This implementation of Forth was always intended to support threads of some sort. Any code that would need to support atomic operations has a // TODO against it - such as compiling words.

There is already support for thread local storage - these are stored in the ExecState of each thread. Each thread is expected to have its own ExecState.

To initiate a new thread of execution, a word would be defined threadst or similar. The next word would be the one to start a new thread of execution, similar to starting a go routine.

The thread would end when the word that was called ended.

One issue would be what to do with the data (and return, and temporary) stack. The method being called will not need all the items on the stack, it may need a specific number, or it may need a variable number depending on the data. It could simply leave the spurious items on the bottom of the stack, and on the thread ending the stack would be cleared. However this seems wasteful, and could lead to stack overflow situations, especially if the thread 'recursively' created another thread.

The continuance in the current thread would likely not need the top n stack elements either.

Threading strategies

There are several ways to do separate threads of execution:

Cooperative multitasking. The execution of DOCOL could swap between execution states. This would mean that DOCOL could not be called recursively, as the C++ stack would not be in a comparible state to the Forth-thread being executed - executing the Forth word EXIT would cause the C++ method to return to whatever called this iteration of DOCOL, which may not be the same Forth-Thread. The DOCOL implementation would need altering to no longer be recursive.
Start a new kernel-thread per thread-of-execution. This would not clone the C++ stack, but the current execution state including the Forth-stacks could be cloned. A new kernel thread could be started and the word being called executed on it.
m:n threading. Create m Forth-threads and execute them on n kernel threads, cooperatively (swapping in the DOCOL)
Fork the process. This would be quite a heavy way of doing things, and probably is not needed here.
Create a VM and compile all C++ code to byte code. Support cooperative multi-tasking in this bytecode, with the VM itself supporting kernel threads.

Of these options, m:n threading seems the best option - allowing thousands of Forth-threads (fthreads) to execute without the kernal overhead associated with that many kernel-threads (kthread). However, a thread dispatcher will need to be written to determine which fthreads are blocking, and which are due to execute next.

To do this, the most sensible place to swap fthreads would be the DOCOL C++ method, that iterates over the second-word definitions, calling (recursively) either itself, or a first-level word. To manage multi-threading, the DOCOL implementation should not recurse into itself, but implement that functionality using iterative behaviour (still calling first-level words). This would then be extended so that each kthread would have its own running DOCOL instance, that fthreads can be assigned to.

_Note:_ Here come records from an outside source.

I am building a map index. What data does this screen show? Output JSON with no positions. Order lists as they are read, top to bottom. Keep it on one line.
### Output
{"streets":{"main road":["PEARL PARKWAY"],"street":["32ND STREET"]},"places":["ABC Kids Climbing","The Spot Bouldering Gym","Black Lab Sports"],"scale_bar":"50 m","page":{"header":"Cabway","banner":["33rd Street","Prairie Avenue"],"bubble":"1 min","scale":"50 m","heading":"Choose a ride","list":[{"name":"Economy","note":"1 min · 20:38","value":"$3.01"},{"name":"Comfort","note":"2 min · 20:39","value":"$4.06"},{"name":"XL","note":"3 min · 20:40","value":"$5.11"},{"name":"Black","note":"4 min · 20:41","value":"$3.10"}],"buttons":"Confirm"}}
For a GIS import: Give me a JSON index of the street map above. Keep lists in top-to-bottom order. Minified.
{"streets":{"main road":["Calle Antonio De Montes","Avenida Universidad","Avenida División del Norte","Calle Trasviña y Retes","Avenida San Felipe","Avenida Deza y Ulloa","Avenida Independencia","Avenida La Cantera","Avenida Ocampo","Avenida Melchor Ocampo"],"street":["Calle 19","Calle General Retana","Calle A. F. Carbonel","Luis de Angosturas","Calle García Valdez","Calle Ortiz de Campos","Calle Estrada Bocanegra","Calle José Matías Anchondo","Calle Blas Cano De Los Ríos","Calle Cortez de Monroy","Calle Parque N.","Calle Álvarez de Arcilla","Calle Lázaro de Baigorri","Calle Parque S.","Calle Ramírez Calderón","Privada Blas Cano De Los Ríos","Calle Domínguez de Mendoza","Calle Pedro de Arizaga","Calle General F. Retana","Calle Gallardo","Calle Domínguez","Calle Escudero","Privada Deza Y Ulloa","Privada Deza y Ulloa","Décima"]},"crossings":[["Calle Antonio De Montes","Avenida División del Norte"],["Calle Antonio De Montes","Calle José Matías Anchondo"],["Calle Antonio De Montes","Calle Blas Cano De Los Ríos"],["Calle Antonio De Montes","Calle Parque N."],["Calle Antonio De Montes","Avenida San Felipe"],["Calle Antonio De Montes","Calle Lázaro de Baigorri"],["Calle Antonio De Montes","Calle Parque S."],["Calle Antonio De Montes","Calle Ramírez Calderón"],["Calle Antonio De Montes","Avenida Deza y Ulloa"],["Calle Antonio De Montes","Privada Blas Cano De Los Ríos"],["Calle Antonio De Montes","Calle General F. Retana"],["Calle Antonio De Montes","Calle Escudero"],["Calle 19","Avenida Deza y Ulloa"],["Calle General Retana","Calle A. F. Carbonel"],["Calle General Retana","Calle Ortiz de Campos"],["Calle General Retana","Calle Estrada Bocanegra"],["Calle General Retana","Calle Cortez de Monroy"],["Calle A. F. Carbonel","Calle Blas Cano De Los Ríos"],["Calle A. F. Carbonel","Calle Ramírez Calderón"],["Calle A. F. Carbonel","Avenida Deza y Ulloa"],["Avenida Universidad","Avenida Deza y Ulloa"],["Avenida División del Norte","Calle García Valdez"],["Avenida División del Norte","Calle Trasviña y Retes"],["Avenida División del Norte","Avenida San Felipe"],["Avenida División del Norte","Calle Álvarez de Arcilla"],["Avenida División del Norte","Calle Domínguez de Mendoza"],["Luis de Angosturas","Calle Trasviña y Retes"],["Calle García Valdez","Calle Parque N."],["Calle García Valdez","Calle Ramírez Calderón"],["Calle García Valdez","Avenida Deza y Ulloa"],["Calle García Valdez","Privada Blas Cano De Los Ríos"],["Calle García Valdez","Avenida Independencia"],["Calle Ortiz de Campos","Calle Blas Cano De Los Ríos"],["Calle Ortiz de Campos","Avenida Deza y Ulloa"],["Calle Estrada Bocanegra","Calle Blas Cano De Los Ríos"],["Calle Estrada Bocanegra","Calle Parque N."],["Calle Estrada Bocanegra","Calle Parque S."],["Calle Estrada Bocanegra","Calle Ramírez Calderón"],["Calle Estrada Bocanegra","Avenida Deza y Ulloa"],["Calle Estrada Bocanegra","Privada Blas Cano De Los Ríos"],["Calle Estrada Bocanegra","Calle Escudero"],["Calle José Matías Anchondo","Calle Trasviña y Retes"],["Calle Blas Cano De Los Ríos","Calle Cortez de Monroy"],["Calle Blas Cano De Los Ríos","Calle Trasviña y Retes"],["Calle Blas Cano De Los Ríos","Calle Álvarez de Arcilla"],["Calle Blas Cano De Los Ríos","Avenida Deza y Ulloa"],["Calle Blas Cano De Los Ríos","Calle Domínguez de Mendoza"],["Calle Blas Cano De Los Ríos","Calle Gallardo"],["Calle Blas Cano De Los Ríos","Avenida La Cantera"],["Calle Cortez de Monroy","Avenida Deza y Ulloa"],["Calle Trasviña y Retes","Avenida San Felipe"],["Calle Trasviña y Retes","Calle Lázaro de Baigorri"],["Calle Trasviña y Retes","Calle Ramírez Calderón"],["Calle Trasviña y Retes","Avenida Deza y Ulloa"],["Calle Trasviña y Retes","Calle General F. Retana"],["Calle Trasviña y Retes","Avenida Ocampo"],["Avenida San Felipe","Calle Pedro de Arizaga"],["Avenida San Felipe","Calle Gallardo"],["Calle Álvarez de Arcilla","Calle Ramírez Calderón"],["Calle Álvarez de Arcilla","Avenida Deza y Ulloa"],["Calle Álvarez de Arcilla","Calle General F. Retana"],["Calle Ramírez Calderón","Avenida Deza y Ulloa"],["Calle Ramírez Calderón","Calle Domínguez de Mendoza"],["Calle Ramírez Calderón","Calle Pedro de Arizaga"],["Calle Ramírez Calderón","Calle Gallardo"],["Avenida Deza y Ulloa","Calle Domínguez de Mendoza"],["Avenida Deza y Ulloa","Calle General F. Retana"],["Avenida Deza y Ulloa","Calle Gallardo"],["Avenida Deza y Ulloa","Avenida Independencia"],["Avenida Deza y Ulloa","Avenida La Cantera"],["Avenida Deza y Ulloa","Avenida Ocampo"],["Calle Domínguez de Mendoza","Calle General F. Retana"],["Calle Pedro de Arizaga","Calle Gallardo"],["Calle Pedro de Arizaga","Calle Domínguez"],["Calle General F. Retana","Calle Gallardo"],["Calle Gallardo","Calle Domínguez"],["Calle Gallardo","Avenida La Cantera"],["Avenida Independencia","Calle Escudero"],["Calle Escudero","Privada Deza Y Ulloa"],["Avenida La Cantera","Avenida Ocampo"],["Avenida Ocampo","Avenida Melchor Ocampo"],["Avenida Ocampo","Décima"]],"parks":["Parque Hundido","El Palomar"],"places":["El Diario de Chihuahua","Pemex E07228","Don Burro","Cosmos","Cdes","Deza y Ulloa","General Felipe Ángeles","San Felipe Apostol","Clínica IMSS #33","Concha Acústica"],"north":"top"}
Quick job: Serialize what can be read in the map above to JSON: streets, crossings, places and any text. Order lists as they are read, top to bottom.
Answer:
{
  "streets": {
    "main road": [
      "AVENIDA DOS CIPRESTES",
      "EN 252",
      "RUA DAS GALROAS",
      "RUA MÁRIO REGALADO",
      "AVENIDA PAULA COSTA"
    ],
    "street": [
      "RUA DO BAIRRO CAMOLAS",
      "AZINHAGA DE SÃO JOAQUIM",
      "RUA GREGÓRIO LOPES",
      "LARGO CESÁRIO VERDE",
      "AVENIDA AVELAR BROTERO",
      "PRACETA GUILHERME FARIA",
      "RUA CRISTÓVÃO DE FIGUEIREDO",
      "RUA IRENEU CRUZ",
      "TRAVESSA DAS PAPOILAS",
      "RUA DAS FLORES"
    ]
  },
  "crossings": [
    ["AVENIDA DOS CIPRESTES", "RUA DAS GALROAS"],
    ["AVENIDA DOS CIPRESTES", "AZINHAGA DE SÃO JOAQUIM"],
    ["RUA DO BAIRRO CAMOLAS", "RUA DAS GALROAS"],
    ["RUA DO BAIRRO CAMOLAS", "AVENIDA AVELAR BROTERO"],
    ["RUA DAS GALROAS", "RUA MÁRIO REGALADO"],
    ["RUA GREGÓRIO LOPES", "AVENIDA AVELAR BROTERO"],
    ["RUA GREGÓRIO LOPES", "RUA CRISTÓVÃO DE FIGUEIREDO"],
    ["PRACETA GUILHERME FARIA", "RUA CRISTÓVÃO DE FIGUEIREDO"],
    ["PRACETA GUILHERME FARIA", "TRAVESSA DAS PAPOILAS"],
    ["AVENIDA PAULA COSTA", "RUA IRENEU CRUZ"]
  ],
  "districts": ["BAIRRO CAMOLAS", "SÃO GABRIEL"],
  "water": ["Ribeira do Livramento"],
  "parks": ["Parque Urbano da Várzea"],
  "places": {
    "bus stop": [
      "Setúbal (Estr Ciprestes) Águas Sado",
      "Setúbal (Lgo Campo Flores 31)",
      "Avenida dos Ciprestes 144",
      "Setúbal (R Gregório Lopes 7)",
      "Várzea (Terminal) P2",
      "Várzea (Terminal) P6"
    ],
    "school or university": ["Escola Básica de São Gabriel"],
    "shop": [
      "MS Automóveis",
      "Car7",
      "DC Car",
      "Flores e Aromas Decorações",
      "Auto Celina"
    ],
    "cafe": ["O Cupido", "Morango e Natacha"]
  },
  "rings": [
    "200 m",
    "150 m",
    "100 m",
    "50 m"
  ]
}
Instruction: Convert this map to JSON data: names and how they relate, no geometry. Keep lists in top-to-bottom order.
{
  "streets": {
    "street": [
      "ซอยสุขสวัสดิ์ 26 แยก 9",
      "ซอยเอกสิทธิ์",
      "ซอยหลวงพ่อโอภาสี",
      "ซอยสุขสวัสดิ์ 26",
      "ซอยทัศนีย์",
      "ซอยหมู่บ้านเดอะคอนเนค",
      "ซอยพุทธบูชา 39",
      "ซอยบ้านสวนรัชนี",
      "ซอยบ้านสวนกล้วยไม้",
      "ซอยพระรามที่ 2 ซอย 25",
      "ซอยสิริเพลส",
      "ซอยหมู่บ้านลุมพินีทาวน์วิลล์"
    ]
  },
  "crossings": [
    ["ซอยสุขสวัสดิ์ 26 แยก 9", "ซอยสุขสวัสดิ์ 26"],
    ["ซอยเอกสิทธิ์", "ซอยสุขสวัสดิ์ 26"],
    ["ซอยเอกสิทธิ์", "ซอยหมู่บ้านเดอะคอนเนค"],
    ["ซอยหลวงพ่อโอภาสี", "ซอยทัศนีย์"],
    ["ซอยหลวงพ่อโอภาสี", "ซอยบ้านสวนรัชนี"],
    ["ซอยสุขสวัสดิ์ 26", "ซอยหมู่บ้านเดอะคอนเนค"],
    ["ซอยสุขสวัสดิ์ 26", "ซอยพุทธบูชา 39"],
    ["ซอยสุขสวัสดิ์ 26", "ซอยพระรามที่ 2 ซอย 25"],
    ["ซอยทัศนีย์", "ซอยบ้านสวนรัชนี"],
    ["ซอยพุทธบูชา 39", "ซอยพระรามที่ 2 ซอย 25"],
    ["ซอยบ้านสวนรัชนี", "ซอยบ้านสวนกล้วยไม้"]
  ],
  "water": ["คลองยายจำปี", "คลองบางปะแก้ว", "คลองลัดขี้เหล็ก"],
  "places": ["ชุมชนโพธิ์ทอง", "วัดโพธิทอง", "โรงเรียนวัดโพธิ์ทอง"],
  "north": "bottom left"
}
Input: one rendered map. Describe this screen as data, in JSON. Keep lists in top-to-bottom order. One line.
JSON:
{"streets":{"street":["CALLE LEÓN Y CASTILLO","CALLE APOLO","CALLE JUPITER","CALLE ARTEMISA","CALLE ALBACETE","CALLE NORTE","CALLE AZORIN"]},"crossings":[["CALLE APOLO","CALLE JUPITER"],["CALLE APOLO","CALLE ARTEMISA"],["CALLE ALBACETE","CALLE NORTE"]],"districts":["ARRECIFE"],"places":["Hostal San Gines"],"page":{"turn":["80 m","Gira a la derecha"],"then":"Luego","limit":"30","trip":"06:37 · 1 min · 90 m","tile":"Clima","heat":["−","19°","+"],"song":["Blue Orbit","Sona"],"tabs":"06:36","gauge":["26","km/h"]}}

The DOCOL implementation should be taken out of the class it is in, and moving to a threading implementation class.

First level words

The execution of first-level words (written in C++) becomes an issue. These can call second-level words, for instance when converting the TOS to a string, or in the debugger when calling .s to output the stack. Many first-level words have already been converted to second-level words, such as if,then and loop. More could be converted, and some others could be prevented from calling second-level words. However, there will always be a need for this functionality.

There is no easy way for a C++ method to temporarily return to its caller (the DOCOL method) and be re-called at a later date to continue where it left off with exactly the same local state, the way that yield works in C#. (It might be possible with coroutines.)

One way to implement this would be for the C++ code to call the current version of DOCOL, that executes without regard to cooperative multitasking. Care must be taken that these second-level words do not call anything that will block execution, such as i/o, or waiting on thread signalling.

Thread of execution

On starting the thread, the first thing the word should do is call a new word keepn, to keep only the top items in the stack. It should also clear the temporary and return stack, as the values in these would not be needed.

Current thread continuance

After starting the new thread, the current thread needs to drop the top n stack elements. A new word dropn taking a single integer should be defined for this task.

Thread-safe objects

Reference counted objects are not currently thread-safe, and will not be altered to be made thread safe.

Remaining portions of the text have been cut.